If the given function is nil, then the result depends on how many directives are there:
- none:
nil
is returned - one: then the output of the directive is returned
- more: a list with each output is returned
The function will be called when productions succeed, and special reflect
magic happens under the hood to call the function, so to map some of the
directive to the arguments.
g.Alt("x").Add(`a list`, func(a A, list []X) (X, error) {
return X{a, list}
})
g.Add("a", `x`).Return(func(p parse.Pos, x X) A {
return Y{p, x}
})
In the example above, you can see how each directive has matching argument, and the type is converted for you.

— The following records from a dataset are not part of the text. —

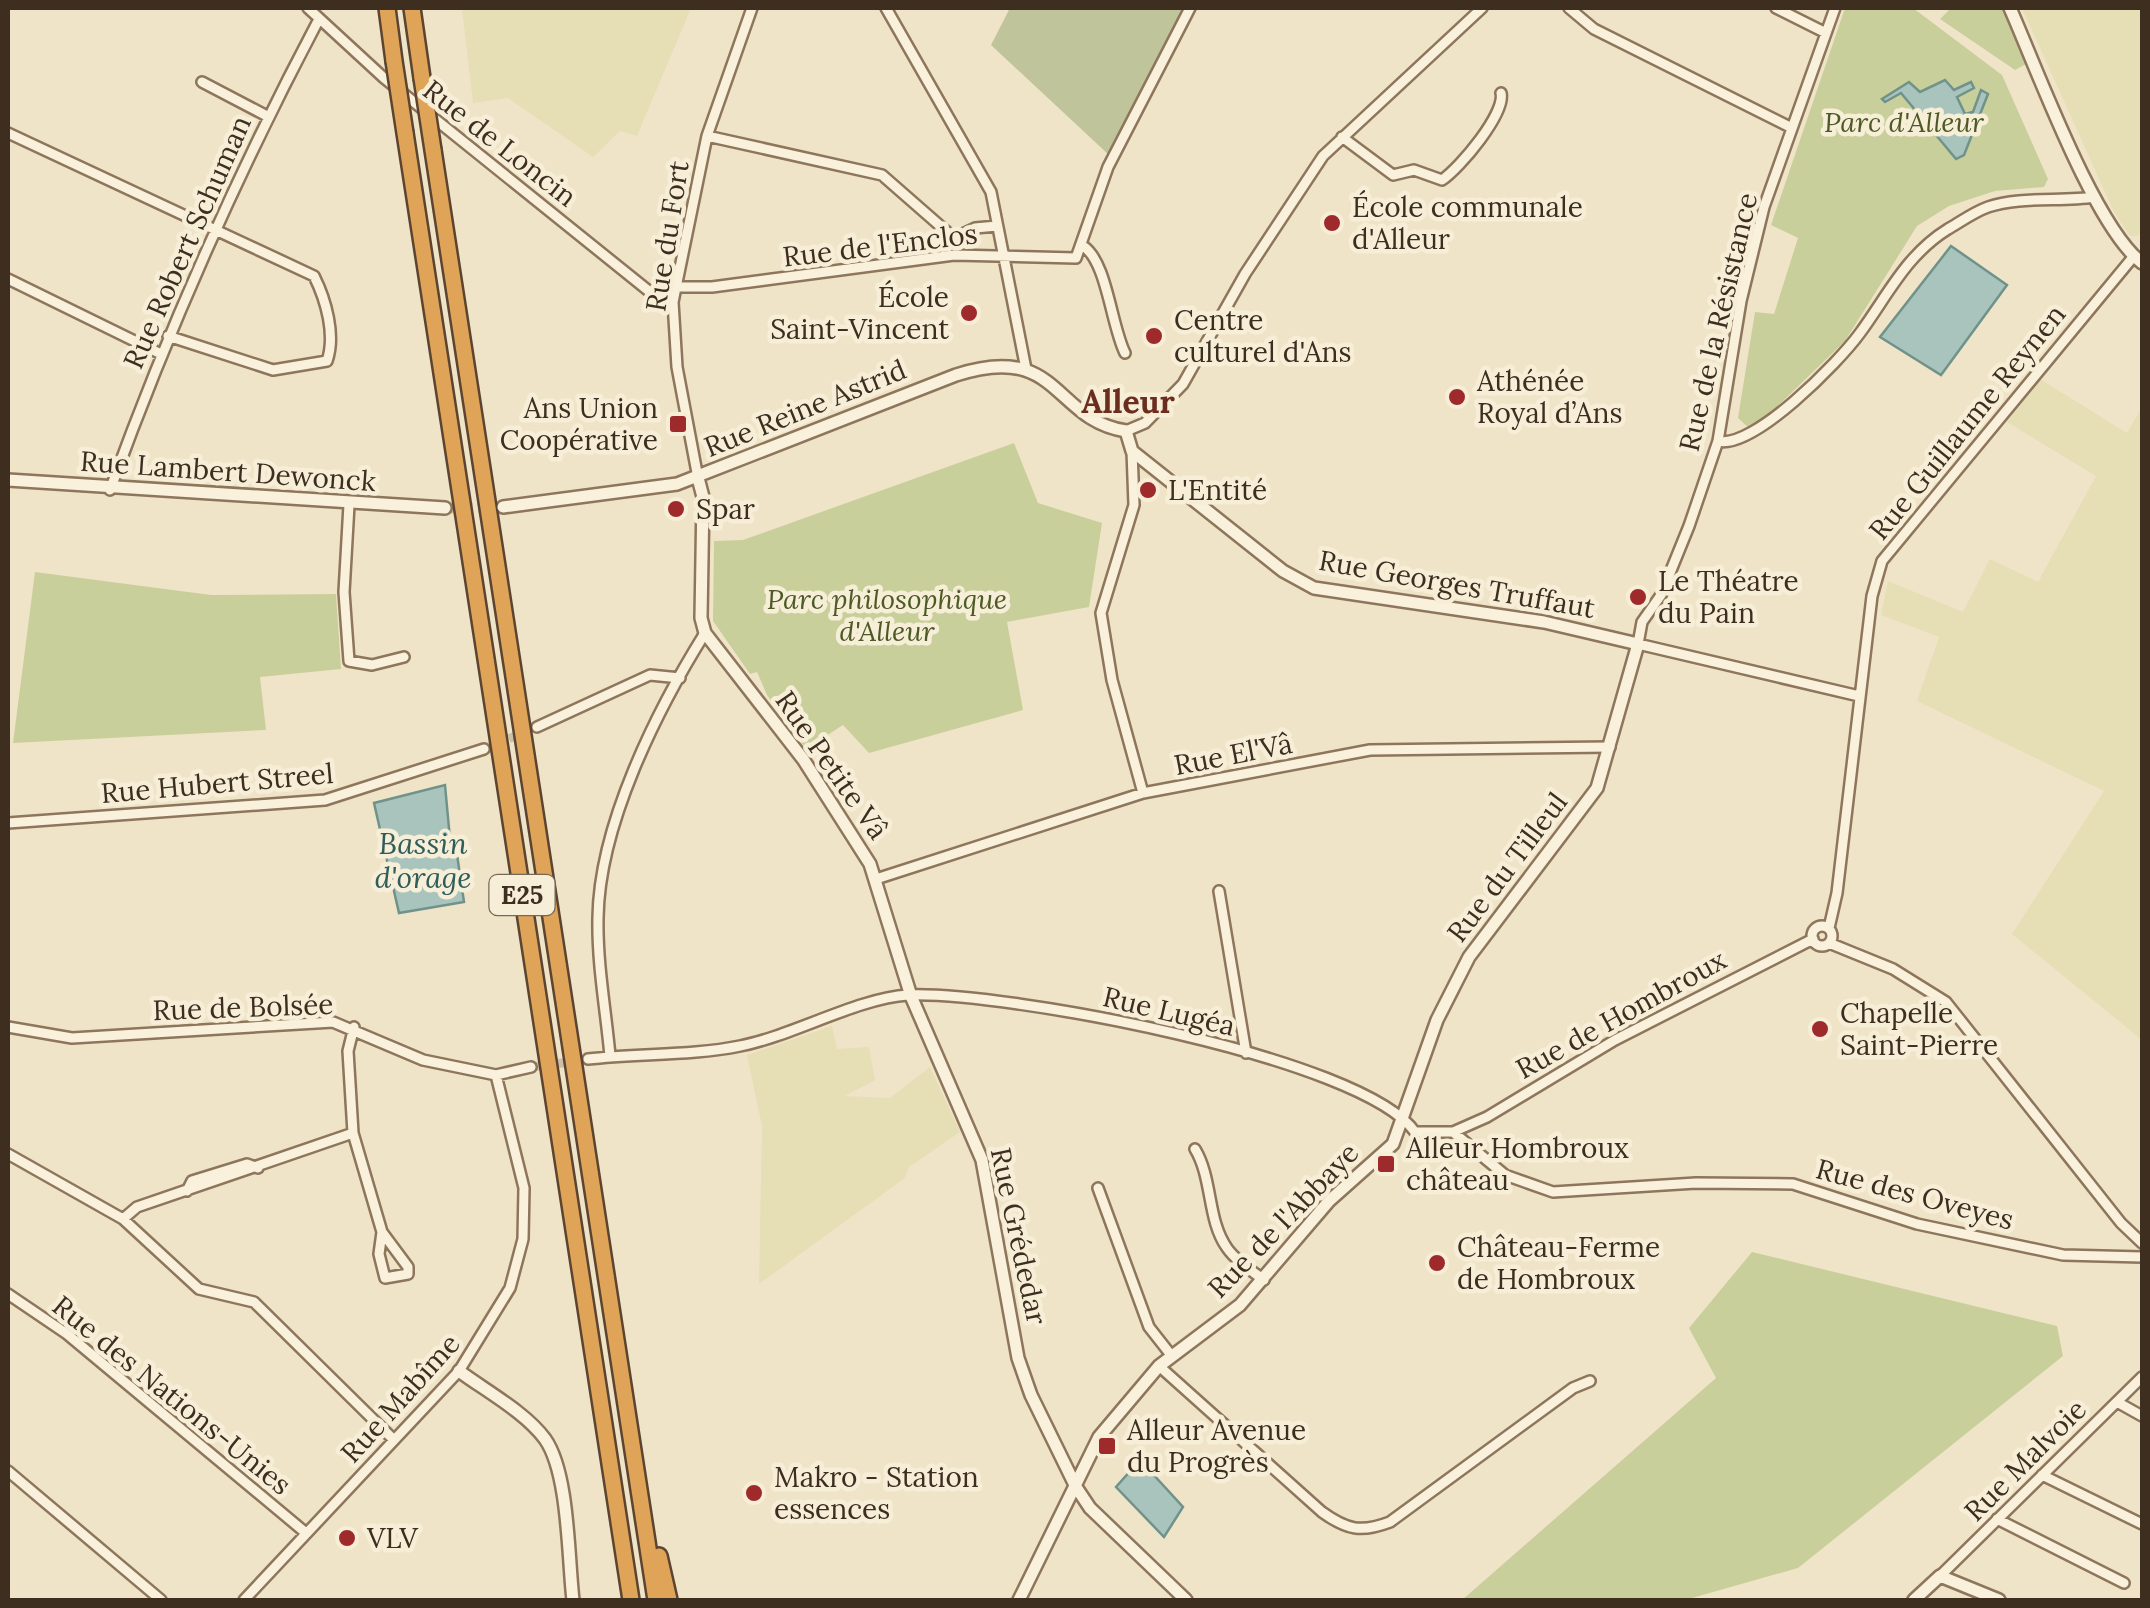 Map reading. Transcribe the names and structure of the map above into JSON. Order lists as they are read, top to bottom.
{
  "streets": {
    "highway": ["E25"],
    "street": [
      "Rue de Loncin",
      "Rue du Fort",
      "Rue Robert Schuman",
      "Rue de l'Enclos",
      "Rue de la Résistance",
      "Rue Reine Astrid",
      "Rue Guillaume Reynen",
      "Rue Lambert Dewonck",
      "Rue Georges Truffaut",
      "Rue El'Vâ",
      "Rue Petite Vâ",
      "Rue Hubert Streel",
      "Rue du Tilleul",
      "Rue de Bolsée",
      "Rue Lugéa",
      "Rue de Hombroux",
      "Rue des Oveyes",
      "Rue de l'Abbaye",
      "Rue Grédedar",
      "Rue des Nations-Unies",
      "Rue Mabîme",
      "Rue Malvoie"
    ]
  },
  "crossings": [
    ["Rue de Loncin", "Rue du Fort"],
    ["Rue de Loncin", "Rue Robert Schuman"],
    ["Rue du Fort", "Rue de l'Enclos"],
    ["Rue du Fort", "Rue Reine Astrid"],
    ["Rue Robert Schuman", "Rue Lambert Dewonck"],
    ["Rue de la Résistance", "Rue Georges Truffaut"],
    ["Rue de la Résistance", "Rue du Tilleul"],
    ["Rue Guillaume Reynen", "Rue de Hombroux"],
    ["Rue Georges Truffaut", "Rue du Tilleul"],
    ["Rue El'Vâ", "Rue Petite Vâ"],
    ["Rue El'Vâ", "Rue du Tilleul"],
    ["Rue Petite Vâ", "Rue Lugéa"],
    ["Rue Petite Vâ", "Rue Grédedar"],
    ["Rue du Tilleul", "Rue Lugéa"],
    ["Rue du Tilleul", "Rue de l'Abbaye"],
    ["Rue de Bolsée", "Rue Mabîme"],
    ["Rue Lugéa", "Rue de Hombroux"],
    ["Rue Lugéa", "Rue des Oveyes"],
    ["Rue Lugéa", "Rue de l'Abbaye"],
    ["Rue Lugéa", "Rue Grédedar"],
    ["Rue de Hombroux", "Rue des Oveyes"],
    ["Rue de l'Abbaye", "Rue Grédedar"],
    ["Rue des Nations-Unies", "Rue Mabîme"]
  ],
  "districts": ["Alleur"],
  "water": ["Bassin d'orage"],
  "parks": ["Parc d'Alleur", "Parc philosophique d'Alleur"],
  "places": {
    "other": [
      "École communale d'Alleur",
      "École Saint-Vincent",
      "Centre culturel d'Ans",
      "Athénée Royal d’Ans",
      "L'Entité",
      "Spar",
      "Le Théatre du Pain",
      "Chapelle Saint-Pierre",
      "Château-Ferme de Hombroux",
      "Makro - Station essences",
      "VLV"
    ],
    "transit": ["Ans Union Coopérative", "Alleur Hombroux château", "Alleur Avenue du Progrès"]
  }
}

In the second production, you can see how you can add an extra argument (only the first one) which accept a parse.Pos
which can be useful for debugging
or error reporting
If the return function returns an error, the production is discarded and the next one tried (unless commit
)
The special directive +
can be added in the middle of a production to specify that no further alternatives must be tried.
If the production fails, the error is marked as commit
and no other alternations will be tried, even on the calling productions.
Every time a production fails, it returns an error that reports how fair it went parsing the input.
When several alternations fails, the error that parsed the most text is used.
40
40/10
40/10/2
Above there are 3 examples of expressions, if you have to parse that you need to be able to handle associativity, and in this case left associativity.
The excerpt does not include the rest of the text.